About a month ago I launched a new thing, something I have been working on for 30 years if you count the time it took to pay my dues and learn the hard lessons. It's called The Audience Academy, and though this episode is not about that, you probably need the background for this to make sense. The Audience Academy is a new email series I send out to artists, creatives, and makers -people like you–who want to build and engage with an audience, specifically in their efforts to both make an impact and make a living. I figure people like us put our heart and soul into what we make, we pour the best of our creative energy into it, but those very same things are often missing from our efforts to put that work into the world, the efforts that so often get called marketing or promotion, and I want to help fix that.

So, on March 23 I sent out the first email and it said, basically, this: you need to know your audience. Before you can start speaking to them about how your art meets a need, or fills a desire, you need to understand what those needs and desires are, and have a growing sense of the human beings that you hope will experience that art.

 As often happens it wasn't long before a stream of emails came back, many of them asking the same things. "I thought we were making our art for ourselves," said one. "How do I even know who my audience is?" asked another. "I guess this doesn't matter if you don't want to sell your work," suggested a third. All of them sounded a little discouraged by the struggle with the questions my email had raised for them, and as I sat down this morning to consider this episode I thought perhaps there were others asking about the role of audience in our creative work, and that maybe we should talk about it. I'm David duChemin and this is episode 064 of A Beautiful Anarchy. Welcome here.

Music / Intro

"I thought we were making our art for ourselves, so why does it matter how well we know our audience, or whether we know them at all?" is a fair question. Actually, it's two fair questions, so let's take them one at a time. Yes, you are making your art first for yourself, and some will only and always make what they make for an audience of one. The making brings them joy and is its own means to its own end. The opinions of others do not touch their motives for making, nor do they affect how they feel about their finished work. That is the way it should be. If there is a should at all in the experience of art-making, I'm willing to say it is that.

The art must come from the artist, and it must be made, at least first, as a response to your own impulses and for your own reasons. I don't see how it can be otherwise and still be fulfilling or meaningful to you. So, I'm not suggesting what we know about our audience should change our art-making, but it will change how you talk about your art. It will change the opportunities you seek and find to put your work into the world, if putting it into the world once it is made is important to you.
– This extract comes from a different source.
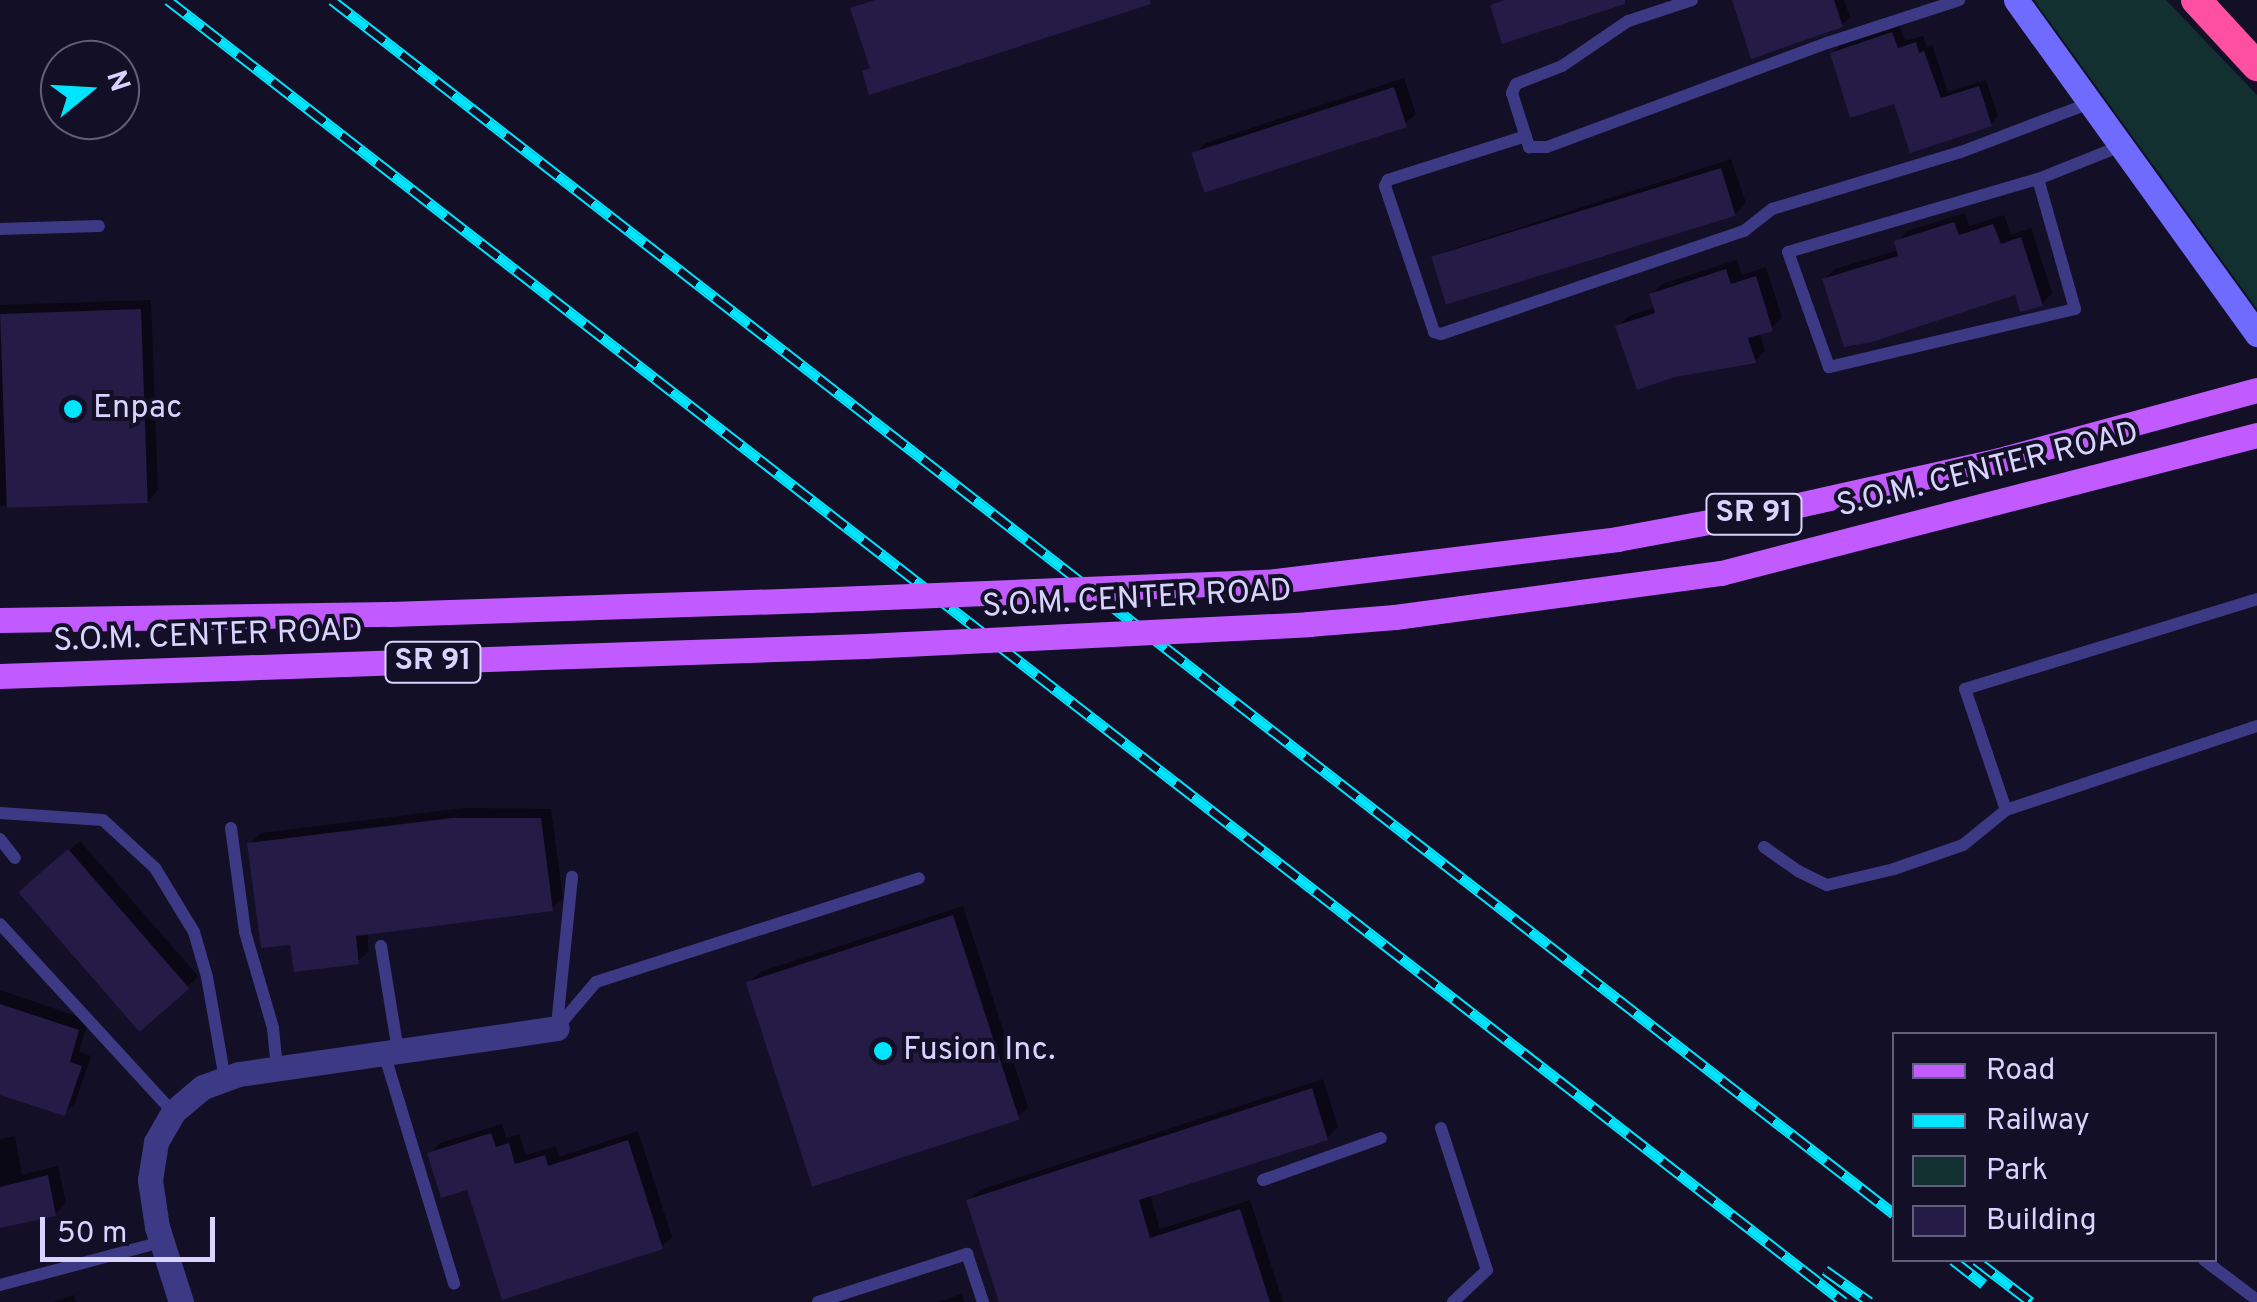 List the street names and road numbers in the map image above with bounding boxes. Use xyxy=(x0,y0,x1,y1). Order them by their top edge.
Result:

There is a basic human desire or longing to be heard. To be seen. And while we all fill that desire in different ways, I do think it's one of the reasons, though not the only one, or even the primary reason–that we create and share what we do. But it's there and it's probably the desire to fill this very real void that has made social media the phenomenon that it is. It's not a psychopathy or a disfunction to want to be heard and seen. It is a basic human need. So, in this sense, for those that want to be heard, either for the sake of being heard or because they believe their art can create change or have impact for others, audience can matter a great deal. Not to determine what we make or create, but to receive it. Audience gives us a human place into which we can pour our art and give what we make a life beyond ourselves. It gives us places, in hearts and minds, to be heard. There is something profound in the meaning that this can give to our art-making. I just don't think being very aware that we are creating for an audience beyond ourselves, and knowing who these people are, necessarily means we can't make what we make first for ourselves.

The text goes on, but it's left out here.